§ **AIM OF THE EXERCISE**
Your answer is every line of the material below in which the string "items" occurs.

LISTED ENTRIES Block Start

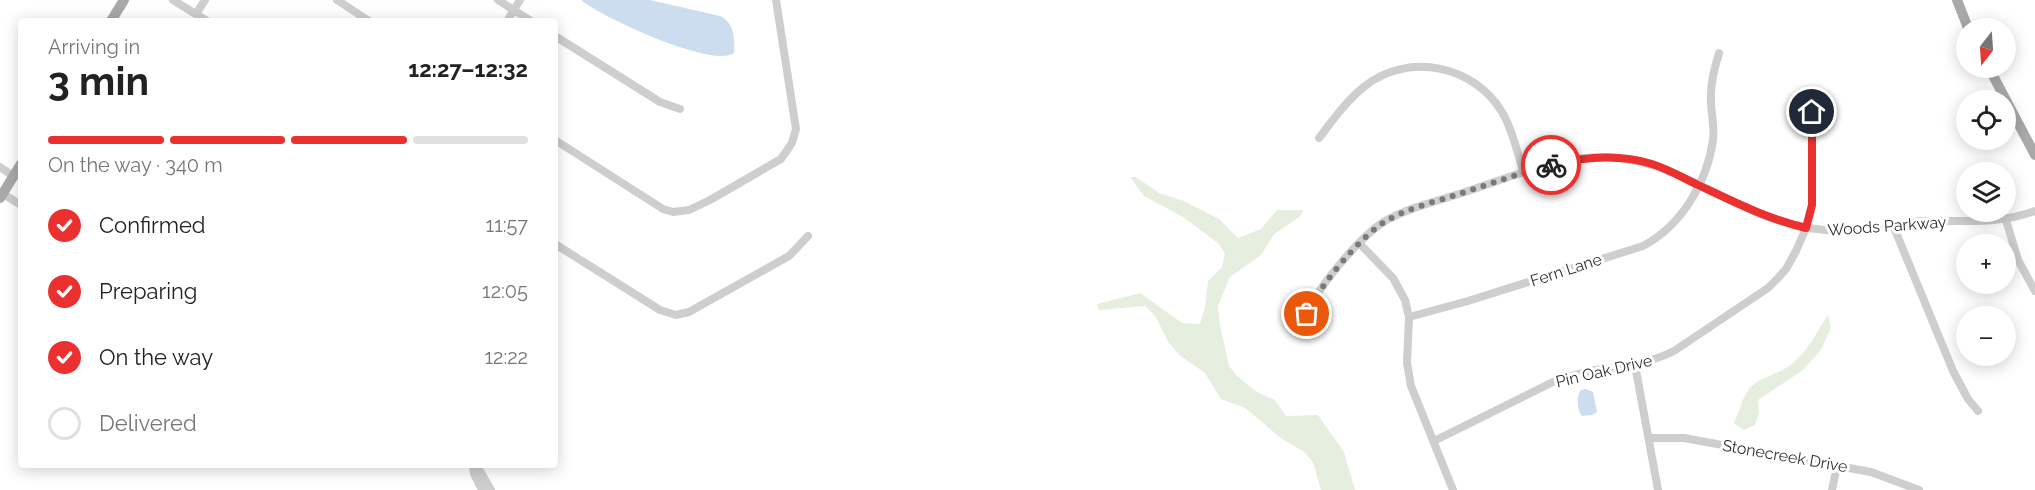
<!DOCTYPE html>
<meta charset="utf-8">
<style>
body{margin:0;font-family:Raleway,sans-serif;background:#f2f2f2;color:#222;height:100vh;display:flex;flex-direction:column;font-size:22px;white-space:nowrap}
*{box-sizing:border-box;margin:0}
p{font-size:20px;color:#767676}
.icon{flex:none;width:33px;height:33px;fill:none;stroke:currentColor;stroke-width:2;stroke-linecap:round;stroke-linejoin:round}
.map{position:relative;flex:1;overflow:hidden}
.panel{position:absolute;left:18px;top:18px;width:540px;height:450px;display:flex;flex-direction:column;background:#fff;border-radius:6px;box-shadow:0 3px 15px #0003}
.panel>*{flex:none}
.needle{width:39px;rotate:197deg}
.fabs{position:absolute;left:1956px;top:18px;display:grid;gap:12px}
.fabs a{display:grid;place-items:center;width:60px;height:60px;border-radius:50%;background:#fff;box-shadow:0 3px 15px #0003;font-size:30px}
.pin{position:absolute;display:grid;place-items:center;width:51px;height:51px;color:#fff;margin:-26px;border:3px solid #fff;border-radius:50%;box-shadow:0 2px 6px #0007}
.courier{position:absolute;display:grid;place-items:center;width:60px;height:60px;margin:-30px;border:4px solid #ea3130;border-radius:50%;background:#fff;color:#222;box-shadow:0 2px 8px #0007}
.overview em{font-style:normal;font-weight:700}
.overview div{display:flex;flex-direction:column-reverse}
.overview{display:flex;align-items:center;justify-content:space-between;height:102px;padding:0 30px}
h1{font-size:39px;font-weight:700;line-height:45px}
.bar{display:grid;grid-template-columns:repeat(4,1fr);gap:9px 6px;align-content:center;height:72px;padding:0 30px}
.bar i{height:8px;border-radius:4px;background:#e0e0e0}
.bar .on{background:#ea3130}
.bar p{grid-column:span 4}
ol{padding:0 30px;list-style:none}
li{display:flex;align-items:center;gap:18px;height:66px}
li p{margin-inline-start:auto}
li .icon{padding:6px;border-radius:50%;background:#ea3130;color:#fff;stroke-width:4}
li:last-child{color:#767676}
li i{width:33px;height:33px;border:3px solid #e0e0e0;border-radius:50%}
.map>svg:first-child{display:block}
</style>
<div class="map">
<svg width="2035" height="490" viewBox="0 0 2035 490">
<rect width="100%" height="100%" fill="#fff"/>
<g fill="#e6eedf">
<path d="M 1130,177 L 1136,177 L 1159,193 L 1184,201 L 1219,219 L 1238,238 L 1261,229 L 1277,210 L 1303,210 L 1301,216 L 1274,234 L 1261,255 L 1230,277 L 1218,306 L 1220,325 L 1229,366 L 1237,376 L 1257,392 L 1275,400 L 1286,416 L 1318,415 L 1344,452 L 1355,490 L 1321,490 L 1313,462 L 1303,451 L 1282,439 L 1245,408 L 1221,399 L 1205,373 L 1178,354 L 1167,340 L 1156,317 L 1145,306 L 1099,310 L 1097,304 L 1140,293 L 1182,323 L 1200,324 L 1205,307 L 1208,281 L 1222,267 L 1225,254 L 1219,244 L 1183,217 L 1144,196 Z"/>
<path d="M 1828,315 L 1831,328 L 1821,350 L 1803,370 L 1758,400 L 1759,413 L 1755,425 L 1744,430 L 1734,423 C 1739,413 1742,398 1749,389 C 1760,376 1781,374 1793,363 C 1809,350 1817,331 1828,315 Z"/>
</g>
<g fill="#cbddee">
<path d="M 581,0 L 650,0 L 720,16 C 734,22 735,39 734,53 C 713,69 601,17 581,0 Z"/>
<path d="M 1586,389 L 1593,392 L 1597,412 L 1592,415 L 1582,416 C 1577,411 1576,396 1581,390 Z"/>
</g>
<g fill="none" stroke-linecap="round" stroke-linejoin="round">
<g stroke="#cecece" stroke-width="8">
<path d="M 173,0 L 207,21"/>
<path d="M 337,0 L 369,21"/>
<path d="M 498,0 L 531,21"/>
<path d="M 196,14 L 205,0"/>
<path d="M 507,21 L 520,0"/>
<path d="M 555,36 L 660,102 L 680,109"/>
<path d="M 1319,138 C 1333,120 1347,100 1365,86 C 1408,52 1474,65 1502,112 C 1513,130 1517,153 1524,173"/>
<path d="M 555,140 L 663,209 L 673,212 L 689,210 L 710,200 L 781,159 L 792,143 L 796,129 L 776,0"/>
<path d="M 0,167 L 13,176"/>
<path d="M 3,194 L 21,205"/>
<path d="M 2006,220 L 2018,260 L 2035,291"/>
<path d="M 1893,225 L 1953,371 L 1968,399 L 1978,411"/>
<path d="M 555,244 L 660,310 L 676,315 L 689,312 L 789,256 L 808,236"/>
<path d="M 1360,244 L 1393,278 L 1405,300 L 1409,317 L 1407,363 L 1411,386 L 1453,490"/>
<path d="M 1409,317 L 1468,301 L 1643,246 C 1681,226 1707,183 1713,140 C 1715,125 1710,110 1711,94 C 1711,80 1715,66 1719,53"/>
<path d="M 1306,318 C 1313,291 1361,236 1385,221 C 1408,208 1437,201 1462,193 C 1512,177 1566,152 1620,158 C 1674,164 1720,200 1771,218 C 1803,230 1835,233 1869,229 C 1887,227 1905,222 1923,221 C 1963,220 1997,225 2035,211"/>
<path d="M 1635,365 L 1658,490"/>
<path d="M 1649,438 L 1684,438 L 1871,472 L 1919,490"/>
<path d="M 1434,441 L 1557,380 C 1570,377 1582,372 1595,370 C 1623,366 1648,364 1674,351 L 1768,288 L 1777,279 L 1786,269 L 1796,251 L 1806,228 L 1812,205 L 1812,112"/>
<path d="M 473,465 L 480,471 L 491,490"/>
<path d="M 473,465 L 474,474 L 482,490"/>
<path d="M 1832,490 L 1837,466"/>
</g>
<g stroke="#a9a9a9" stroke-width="10">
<path d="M 1957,0 L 1968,28"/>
<path d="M 111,21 L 124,0"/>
<path d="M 1989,68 L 2035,155"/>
<path d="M 0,198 L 21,164"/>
</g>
</g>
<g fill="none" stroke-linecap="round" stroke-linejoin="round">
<path stroke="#797979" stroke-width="6" stroke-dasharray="0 10.8" d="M 1307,314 C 1318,287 1361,236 1386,221 C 1408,208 1435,202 1459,194 C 1490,184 1520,173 1551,165"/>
<path stroke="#ea3130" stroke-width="8" d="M 1551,165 C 1583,157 1619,154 1652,164 C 1668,169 1683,178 1698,185 C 1734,202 1768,219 1806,228 L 1812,205 L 1812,112"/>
</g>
<g text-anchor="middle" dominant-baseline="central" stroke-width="6" stroke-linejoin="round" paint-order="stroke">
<g font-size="16" fill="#313131" stroke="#fff">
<text transform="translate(1887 226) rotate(-4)">Woods Parkway</text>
<text transform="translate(1566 270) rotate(-18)">Fern Lane</text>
<text transform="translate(1604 371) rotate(-13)">Pin Oak Drive</text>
<text transform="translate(1785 456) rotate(10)">Stonecreek Drive</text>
</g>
</g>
</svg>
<div class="fabs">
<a><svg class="needle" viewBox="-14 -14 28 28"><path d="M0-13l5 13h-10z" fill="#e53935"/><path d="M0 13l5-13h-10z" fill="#767676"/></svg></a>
<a><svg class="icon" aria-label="locate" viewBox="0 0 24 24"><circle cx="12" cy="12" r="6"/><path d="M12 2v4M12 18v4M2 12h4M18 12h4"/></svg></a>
<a><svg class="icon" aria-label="layers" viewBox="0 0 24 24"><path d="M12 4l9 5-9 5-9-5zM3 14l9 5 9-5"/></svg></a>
<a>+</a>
<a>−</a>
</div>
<div class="pin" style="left:1307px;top:314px;background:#ea580c"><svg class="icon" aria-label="bag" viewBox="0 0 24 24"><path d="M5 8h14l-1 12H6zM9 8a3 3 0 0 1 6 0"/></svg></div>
<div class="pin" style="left:1812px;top:112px;background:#1f2937"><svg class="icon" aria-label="home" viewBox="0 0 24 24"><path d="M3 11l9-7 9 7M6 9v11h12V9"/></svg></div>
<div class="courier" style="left:1551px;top:165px"><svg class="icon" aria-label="bike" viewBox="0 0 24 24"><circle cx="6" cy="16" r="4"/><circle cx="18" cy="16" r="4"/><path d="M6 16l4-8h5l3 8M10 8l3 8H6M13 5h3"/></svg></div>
<section class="panel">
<div class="overview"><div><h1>3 min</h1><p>Arriving in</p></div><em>12:27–12:32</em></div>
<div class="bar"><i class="on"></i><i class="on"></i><i class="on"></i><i></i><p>On the way · 340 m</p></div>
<ol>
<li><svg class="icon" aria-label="check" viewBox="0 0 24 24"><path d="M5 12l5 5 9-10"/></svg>Confirmed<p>11:57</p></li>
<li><svg class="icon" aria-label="check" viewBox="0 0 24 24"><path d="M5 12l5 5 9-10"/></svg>Preparing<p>12:05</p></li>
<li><svg class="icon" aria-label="check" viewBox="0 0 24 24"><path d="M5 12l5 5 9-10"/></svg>On the way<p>12:22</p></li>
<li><i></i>Delivered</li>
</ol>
</section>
</div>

LISTED ENTRIES Block End

§ **SOLUTION FOR THIS TASK**
.fabs a{display:grid;place-items:center;width:60px;height:60px;border-radius:50%;background:#fff;box-shadow:0 3px 15px #0003;font-size:30px}
.pin{position:absolute;display:grid;place-items:center;width:51px;height:51px;color:#fff;margin:-26px;border:3px solid #fff;border-radius:50%;box-shadow:0 2px 6px #0007}
.courier{position:absolute;display:grid;place-items:center;width:60px;height:60px;margin:-30px;border:4px solid #ea3130;border-radius:50%;background:#fff;color:#222;box-shadow:0 2px 8px #0007}
.overview{display:flex;align-items:center;justify-content:space-between;height:102px;padding:0 30px}
li{display:flex;align-items:center;gap:18px;height:66px}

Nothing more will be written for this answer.